Indudablemente si se combatieran debidamente los paraísos fiscales y los fraudes masivos la situación del déficit español sería muy distinta. Si bien es cierto que en el mes de marzo de 2010 el Gobierno socialista firmó la convención contra la evasión fiscal de la OCDE, y que la Agencia Tributaria entró a saco cuando, a través de Francia, se detectaron 3.000 fortunas en Suiza obligándolas a regularizar 8.000 millones en ese mismo mes, no lo es menos que Elena Salgado frenó la propuesta de ampliar de cinco a diez años la prescripción de los delitos de fraude a Hacienda. En la época de la burbuja inmobiliaria, según los técnicos de ese ministerio, la evasión fiscal en el sector rondaba anualmente los 8.600 millones de euros. Según los cálculos de este colectivo, agrupados en GESTHA, las grandes empresas defraudan el triple que autónomos y pymes y evaden impuestos cada año por un total de 42.700 millones de euros, un 72% del total defraudado cada año. Por otra parte, señalan que estas grandes empresas, gracias a sus servicios legales especializados consiguen eludir el Impuesto de Sociedades para pagar, en vez del 30% que les corresponde, apenas un 11,6%. Y luego están las sicav, las Sociedades de Inversión Mobiliaria de Capital Variable, que se inventó en 1985 Felipe González para evitar la fuga de dinero al permitírseles pagar el mínimo de impuestos por su patrimonio, pero que se ha convertido en un instrumento más de evasión fiscal.

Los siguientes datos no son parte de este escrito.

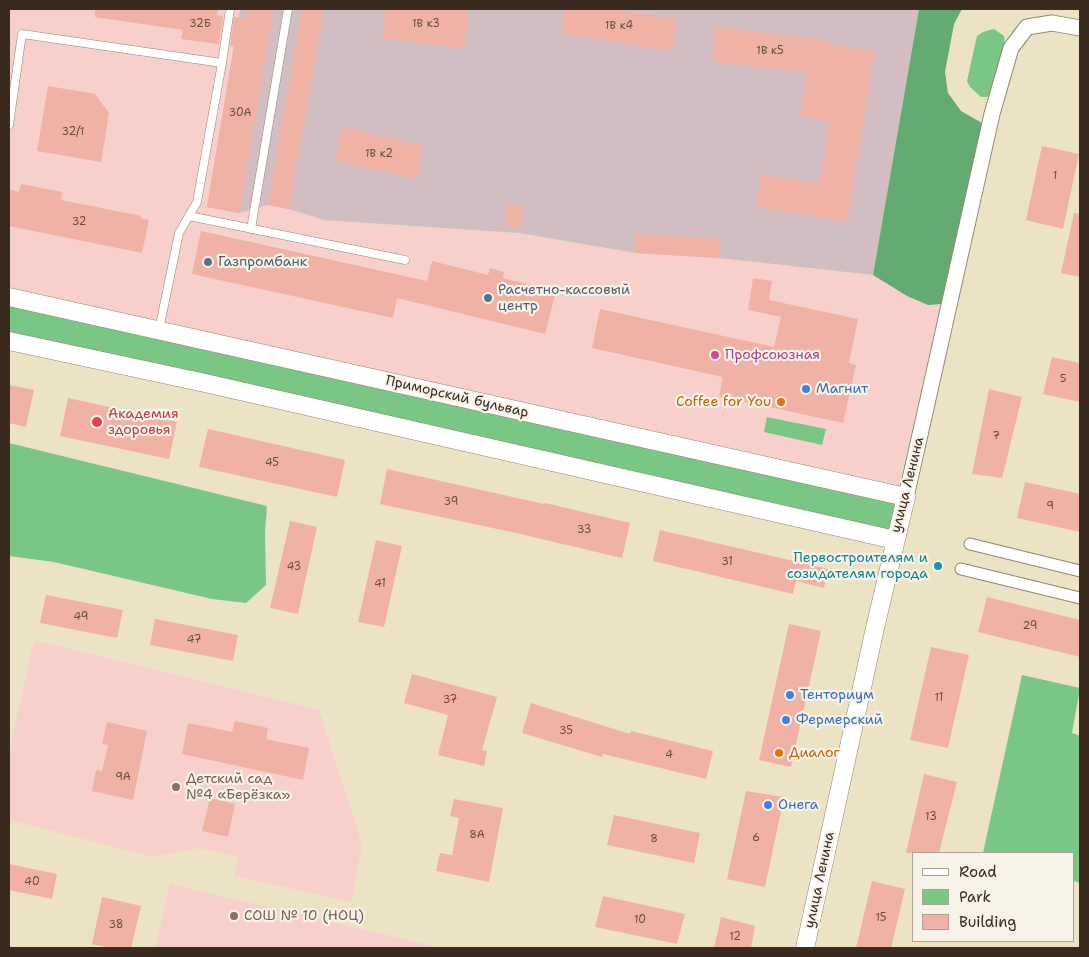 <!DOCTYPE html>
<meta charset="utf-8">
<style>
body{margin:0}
#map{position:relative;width:1089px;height:957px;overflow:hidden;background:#ebe3c4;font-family:"Shantell Sans",sans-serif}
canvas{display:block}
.frame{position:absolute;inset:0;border:10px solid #3b2a1e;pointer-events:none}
.legend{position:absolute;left:912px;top:852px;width:162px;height:90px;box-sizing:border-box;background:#f7f3e8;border:1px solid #aca397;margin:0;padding:6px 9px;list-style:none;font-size:15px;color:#3b2a1e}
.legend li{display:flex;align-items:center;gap:10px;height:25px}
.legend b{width:25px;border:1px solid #aca397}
</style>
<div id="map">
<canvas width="1089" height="957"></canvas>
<div class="frame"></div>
<ul class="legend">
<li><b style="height:6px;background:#fff"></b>Road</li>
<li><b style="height:14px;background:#7ac685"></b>Park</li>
<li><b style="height:14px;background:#f0b2a4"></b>Building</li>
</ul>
</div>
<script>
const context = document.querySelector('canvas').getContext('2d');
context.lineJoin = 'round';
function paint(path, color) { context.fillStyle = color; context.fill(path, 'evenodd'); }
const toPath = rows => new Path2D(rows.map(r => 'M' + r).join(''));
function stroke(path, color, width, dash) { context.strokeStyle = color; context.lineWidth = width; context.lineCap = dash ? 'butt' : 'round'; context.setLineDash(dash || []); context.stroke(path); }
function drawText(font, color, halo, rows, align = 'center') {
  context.font = font + ' "Shantell Sans",sans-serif'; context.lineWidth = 4.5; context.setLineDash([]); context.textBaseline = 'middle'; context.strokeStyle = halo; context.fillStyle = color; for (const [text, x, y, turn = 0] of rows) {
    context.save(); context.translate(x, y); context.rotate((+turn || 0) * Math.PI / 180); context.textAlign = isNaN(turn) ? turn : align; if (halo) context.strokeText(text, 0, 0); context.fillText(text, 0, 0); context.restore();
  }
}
paint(toPath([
 [9,9,240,9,207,207,239,213,268,205,289,209,519,233,635,253,719,258,873,275,907,296,928,305,941,304,899,485,9,290],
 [34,640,319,710,362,844,352,902,234,876,238,857,200,848,153,857,9,820,9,753],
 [170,884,442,948,155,948]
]), '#f7d0cb');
paint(toPath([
 [240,9,919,9,873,275,719,258,635,253,519,233,324,220,289,209,268,205,239,213,207,207]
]), '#d2bec2');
paint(toPath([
 [994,29,1004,36,1005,45,995,89,987,97,981,97,970,87,967,81,977,36,983,32],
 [9,297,906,497,895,540,9,341],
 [767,417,826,429,822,445,764,432],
 [9,443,267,506,265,532,266,585,246,603,212,599,54,562,9,556],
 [1022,675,1080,688,1072,733,1080,736,1080,883,1074,881,1073,886,1073,853,983,853]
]), '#7ac685');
paint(toPath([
 [919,9,962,9,954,24,945,72,948,93,961,111,982,123,941,304,928,305,907,296,873,275]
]), '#63ab72');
paint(toPath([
 [95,9,218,9,217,15,223,16,219,44,181,39,183,30,95,17],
 [250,9,274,9,239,213,207,207,234,47,230,46,234,17,248,19],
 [302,9,324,9,289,209,268,205],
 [386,9,469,9,464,48,382,38],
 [565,9,611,9,677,19,672,51,562,34],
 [716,27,829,41,829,44,875,51,847,222,756,207,761,174,820,184,830,122,800,116,807,73,712,61],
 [48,86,95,94,109,113,101,162,37,151],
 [343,127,423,146,417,179,335,161],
 [1042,146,1079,154,1063,229,1026,220],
 [21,184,62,192,61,200,141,216,140,218,149,220,142,253,9,226,9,189,19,192],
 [508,204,524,207,520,228,505,225],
 [1074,213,1080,214,1080,277,1061,273],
 [201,231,427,281,432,261,488,275,490,268,504,272,503,278,556,291,545,334,397,298,393,318,192,274],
 [636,234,720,239,719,258,635,253],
 [753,278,772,281,769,300,858,319,849,363,856,365,843,423,719,396,723,377,592,348,600,309,774,347,781,317,748,310],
 [1052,357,1080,363,1080,402,1043,394],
 [9,385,34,390,26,427,9,423],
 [989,389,1022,397,1002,478,972,474],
 [68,398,177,422,169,459,60,436],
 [208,429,345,460,337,497,199,467],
 [387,469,544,504,545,503,630,523,622,558,516,533,380,504],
 [1025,482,1080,494,1080,532,1017,518],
 [290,521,317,527,298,614,270,608],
 [660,530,828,569,824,588,796,581,793,594,653,561],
 [376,540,402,546,384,627,358,622],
 [46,595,123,610,117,638,40,623],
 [987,597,1080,620,1080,657,978,632],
 [155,619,238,635,233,661,150,645],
 [789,624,821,631,791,767,759,760],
 [931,647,969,655,948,748,910,740],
 [412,674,497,697,482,750,487,751,484,766,438,755,448,715,404,703],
 [531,703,630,734,631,731,713,751,706,779,603,754,602,757,522,733],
 [235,721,268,728,266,739,309,748,303,780,182,754,188,723,232,732],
 [107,722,147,731,133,800,92,791,96,770,102,771,108,745,102,744],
 [924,774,957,782,939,853,906,853],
 [746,791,784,797,765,887,727,879],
 [210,798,235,804,228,837,202,831],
 [454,799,503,808,489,882,436,871,440,853,452,855,459,818,450,816],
 [614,815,700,833,694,863,607,845],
 [9,864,57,874,52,899,9,890],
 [872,881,905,889,891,948,856,948],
 [603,896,685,914,677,944,595,927],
 [102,897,141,906,131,948,110,948,92,944],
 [721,917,755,926,751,948,714,948]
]), '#f0b2a4');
const service = toPath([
 [222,63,230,9],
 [9,125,22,34,222,63,197,202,179,233,159,330],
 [189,216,405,260],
 [251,229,288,9]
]);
const pedestrian = toPath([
 [970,544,1080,571],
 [961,569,1080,598]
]);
const minor = toPath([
 [906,497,992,114,1011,48,1027,27,1052,23,1080,28]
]);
const tertiary = toPath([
 [9,297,906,497,875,628,805,948],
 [9,341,205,383,895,540]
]);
stroke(service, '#938671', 9);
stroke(pedestrian, '#938671', 13);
stroke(minor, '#938671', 17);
stroke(tertiary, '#938671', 19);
stroke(service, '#fff', 8);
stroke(pedestrian, '#fff', 11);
stroke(minor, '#fff', 15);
stroke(tertiary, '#fff', 18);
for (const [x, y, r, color] of [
 [208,262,5,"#5c6f8a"],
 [488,298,5,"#5c6f8a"],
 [715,355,5,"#d1479c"],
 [806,389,5,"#3f7fe0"],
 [781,402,5,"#e8710a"],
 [97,422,6,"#e0444e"],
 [938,566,5,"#0f9aa8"],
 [790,695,5,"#3f7fe0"],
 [786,720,5,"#3f7fe0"],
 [779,753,5,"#e8710a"],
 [176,787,5,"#8d6e63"],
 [768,805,5,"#3f7fe0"],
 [234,916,5,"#8d6e63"]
]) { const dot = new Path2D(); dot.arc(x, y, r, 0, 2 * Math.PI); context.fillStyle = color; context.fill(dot); stroke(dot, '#f7f3e8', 2); }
drawText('11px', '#684c40', null, [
 ["32Б",200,24],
 ["1В к3",426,24],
 ["1В к4",619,26],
 ["1В к5",770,51],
 ["30А",240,113],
 ["32/1",73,132],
 ["1В к2",379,154],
 ["1",1055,176],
 ["32",79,222],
 ["5",1063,379],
 ["7",996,436],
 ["45",272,463],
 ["39",451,502],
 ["9",1050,506],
 ["33",584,530],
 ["31",727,562],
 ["43",294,567],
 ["41",380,584],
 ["49",81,617],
 ["29",1030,626],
 ["47",194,640],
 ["11",939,698],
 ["37",450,700],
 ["35",566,731],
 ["4",669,755],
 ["9А",123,777],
 ["13",931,817],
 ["8А",477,835],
 ["6",756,838],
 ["8",654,839],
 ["40",32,882],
 ["15",881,918],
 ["10",640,920],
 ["38",116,925],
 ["12",735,937]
]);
drawText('14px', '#4e5e75', '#f7f3e8', [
 ["Газпромбанк",218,262],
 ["Расчетно-кассовый",498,290],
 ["центр",498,306]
], 'left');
drawText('14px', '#b23c85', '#f7f3e8', [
 ["Профсоюзная",725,355]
], 'left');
drawText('14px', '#366cbe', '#f7f3e8', [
 ["Магнит",816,389],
 ["Тенториум",800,695],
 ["Фермерский",796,720],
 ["Онега",778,805]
], 'left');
drawText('14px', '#3b2a1e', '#f7f3e8', [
 ["Приморский бульвар",457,397,13],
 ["улица Ленина",908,485,-76],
 ["улица Ленина",820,880,-78]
]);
drawText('14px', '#c56008', '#f7f3e8', [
 ["Coffee for You",771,402],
 ["Диалог",789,753,"left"]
], 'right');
drawText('14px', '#be3a42', '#f7f3e8', [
 ["Академия",108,414],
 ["здоровья",108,430]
], 'left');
drawText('14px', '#0d838f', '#f7f3e8', [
 ["Первостроителям и",928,558],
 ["созидателям города",928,574]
], 'right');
drawText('14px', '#785e54', '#f7f3e8', [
 ["Детский сад",186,779],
 ["№4 «Берёзка»",186,795],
 ["СОШ № 10 (НОЦ)",244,916]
], 'left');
</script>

Juegan a la reducción de capital, retiran el dinero y apenas tributan un 1%. Según el diario Público, los ricos españoles tienen 3.158 sicav y al cierre del primer trimestre de este año, contaban en ellas con 26.332 millones que no tributan, una
cuantía superior a los 24.132 millones de euros que supone el déficit del Estado. Y podríamos seguir y seguir y la lista se haría interminable y si descendiéramos también en la escala de las fortunas comprobaríamos cómo numerosos empresarios declaran ganar menos que muchos trabajadores y pensionistas…
Está clarísimo. Disminuir el déficit significa reducir el gasto social, cercenar el Estado de Bienestar, poner freno a las inversiones públicas que generan economía y empleo, recortar en educación, sanidad o servicios sociales, empobrecer a la sociedad y anular a las clases medias. Como apuntan Pablo Beramendi y David Rueda, en España el nivel de fraude se cifra entre el 4% y el 8% del PIB y se grava el trabajo y el consumo al 37%, por encima de EEUU, y el capital al 17%, el valor más bajo de toda la OCDE, lo que explica que haya que acudir al déficit para salir adelante. Para una mayor justicia social es necesaria una mayor justicia fiscal que persiga la corrupción, el fraude y la evasión de capitales; que haga que los que más ganan paguen más impuestos; que haya más transparencia y rigurosidad en el control de las ganancias; que se combatan decididamente los paraísos fiscales. Pero me temo que va a ser muy difícil. La socialdemocracia cuando ha gobernado no lo ha conseguido, la derecha cuando gobierne mirará para otro lado.